How to bring the fruits of Yoga to your children?

Children are very susceptible to energies, since they do not have a carapace between “the other and the me” which is usually only enforced by ego, the seeking of identity and individuality. 

Very young children don’t need asanas upto the age of 7 or 8 years of age. Yet yoga can touch them. If we want yoga and its fruits to touch our children, the work lies first in ourselves, the kind of relationship we have with parenthood, how we perceive children, how we make ourselves available to understand what they are going through. This education can only come through self-knowledge and sustained care and nourishment to all our other relationships that we live in our everyday lives which gives birth to empathy and compassion. Compassion is not about feeling bad for the other. It means to know “why I suffer”.

A bad behaviour is only an expression of a bad feeling. You may very well have the intention of nothing but helping your child, but she or he may not be able to recognise this. If you struggle with your child to help them physically or emotionally (helping them find compassion, love and confidence) and they are reacting in a way that is making the situation very difficult (which happens even with adults) or when you are trying to teach them something and they are not receptive, and if the overall feeling within you is frustration, then there is a high possibility that the child is manifesting a lack of trust (not necessarily towards you, rather they have a difficulty in being trusting, which is letting go and flowing), a lack of communication, and a feeling of not being understood. When we reprimand a “bad behaviour”, it does not address the root of the problem, but can actually increase the problem.

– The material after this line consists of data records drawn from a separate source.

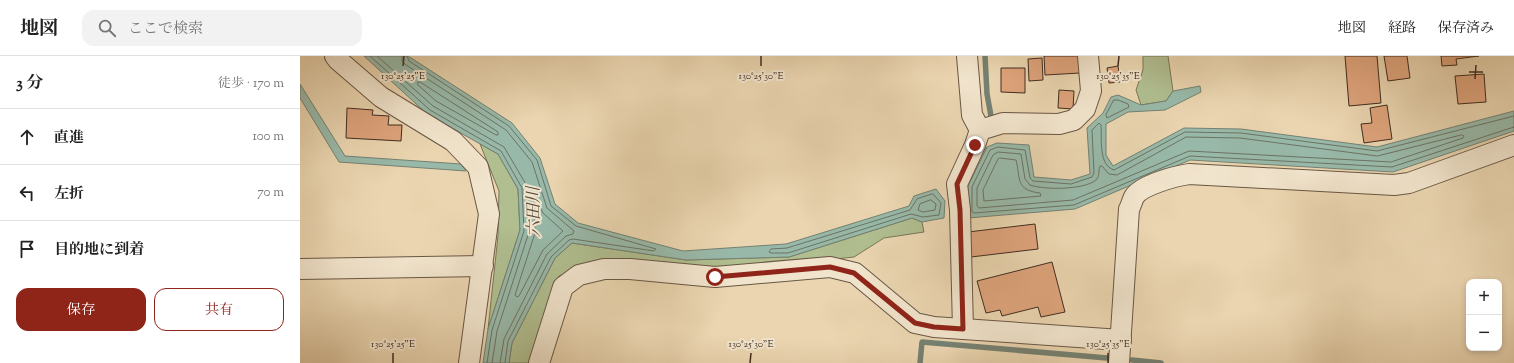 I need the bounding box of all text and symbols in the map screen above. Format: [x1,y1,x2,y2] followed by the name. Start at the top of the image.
[82,10,362,46] search box
[20,16,58,43] text: 地図
[96,17,118,39] icon: search
[128,19,203,40] text: ここで検索
[1338,19,1366,39] text: 地図
[1388,19,1416,39] text: 経路
[1438,19,1494,39] text: 保存済み
[381,69,425,84] text: 130°25'25"E
[739,69,783,84] text: 130°25'30"E
[1096,69,1140,84] text: 130°25'35"E
[16,72,44,96] text: 3 分
[218,75,284,93] text: 徒歩 · 170 m
[16,126,38,148] icon: ahead
[54,128,84,149] text: 直進
[252,128,284,146] text: 100 m
[966,136,984,154] route end
[16,182,38,204] icon: left
[54,184,84,205] text: 左折
[257,184,284,202] text: 70 m
[523,184,547,238] water label: 六田川
[16,238,38,260] icon: arrive
[54,240,144,261] text: 目的地に到着
[706,268,724,286] route start
[1466,279,1502,351] map controls
[1466,279,1502,315] button: +
[16,288,146,331] button: 保存
[154,288,284,331] button: 共有
[1466,315,1502,351] button: −
[371,337,415,352] text: 130°25'25"E
[729,337,773,352] text: 130°25'30"E
[1086,337,1130,352] text: 130°25'35"E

Trying to correct your child when she or he is in a reactive state ( that is being bombarded by thoughts which are nothing but neurological movements) or what I usually call reactions in the form of mental diarrhea, comes at a cost of taking connection and confidence away from them. Nobody likes to feel misunderstood and that is the same for children. 

It is not their behaviour that needs changing, it is the feeling that drives behaviour. This is how yoga works on those who practice it too. We are not trying to become “good people” by following certain rules given by some religious authority. When the inside is attended, understood and cared for, it can be at ease. The inner experience of life changes. This changes behaviour. 

When we shift our attention to address and understand the feeling that causes a behaviour then something quite magical happens. Your mind becomes calmer, your energies become calmer, your heart rate becomes slower. The child, having no barriers directly perceives this rock solid stable consciousness that you embody, in which there is not an ounce of frustration and violence. But this work is from moment to moment, and nobody is saying it is easy. Watching the breath, feeling the hardness in our brain, letting go of the tightness of our facial muscles, the frowning and letting go of our attachment to our preconceived ideas of what “should be”, are all part of the daily work and this is Yoga. So the child herself and her mind become calmer. They perceive you. They perceive the situation differently too. They trust.

Lowered thinking levels (citta vrtti nirodhah as Sage Patañjali calls it) means more perceptivity and receptivity. This makes living together and learning easier, as a calm mind can learn and absorb better than a confused, frustrated, argumentative, afraid or self-defensive mind. Again, this is not only true for children, but also for adults. Most adults have been through several heartbreaks, have seen deaths of loved ones, or have had traumatic experiences from childhood hidden in their consciousness which in yoga we call samskāras. They have neither been taught what to do with these emotions, nor have they been taught how to deal with them. We learn to deal with emotions usually like our parents dealt with emotions, which is transmitted quite early in life. These samskaras if unattended make a strong hold in our consciousness and alter our vision of the world, making it out to be a place to struggle, fight and survive. As much as the struggle for survival is the reality of many people, this is a consequence of and further cause for more violence and abuse. If we constantly live in fear, we block the flow of life within. We become “half-alive” and hence are obsessed and attached to everything that brings some pleasure or helps us escape this “terrible thing called life” through drugs, alcohol and even relationships. 

Yoga has to first help us to tell the child within, that he can let go and trust, be vulnerable and yet be firm and solid at the same time. When we trust, our child will trust. 

The delight is when you have dealt with your child in this way, because you have understood yourself, there is naturally a deeper connection and trust within you, and this will help your child and you to navigate all the myriad ups and downs of life and death. This is how yoga has to spread in this world, in the form of self-awareness altering relationships, and not as a propaganda of schools of thoughts and techniques.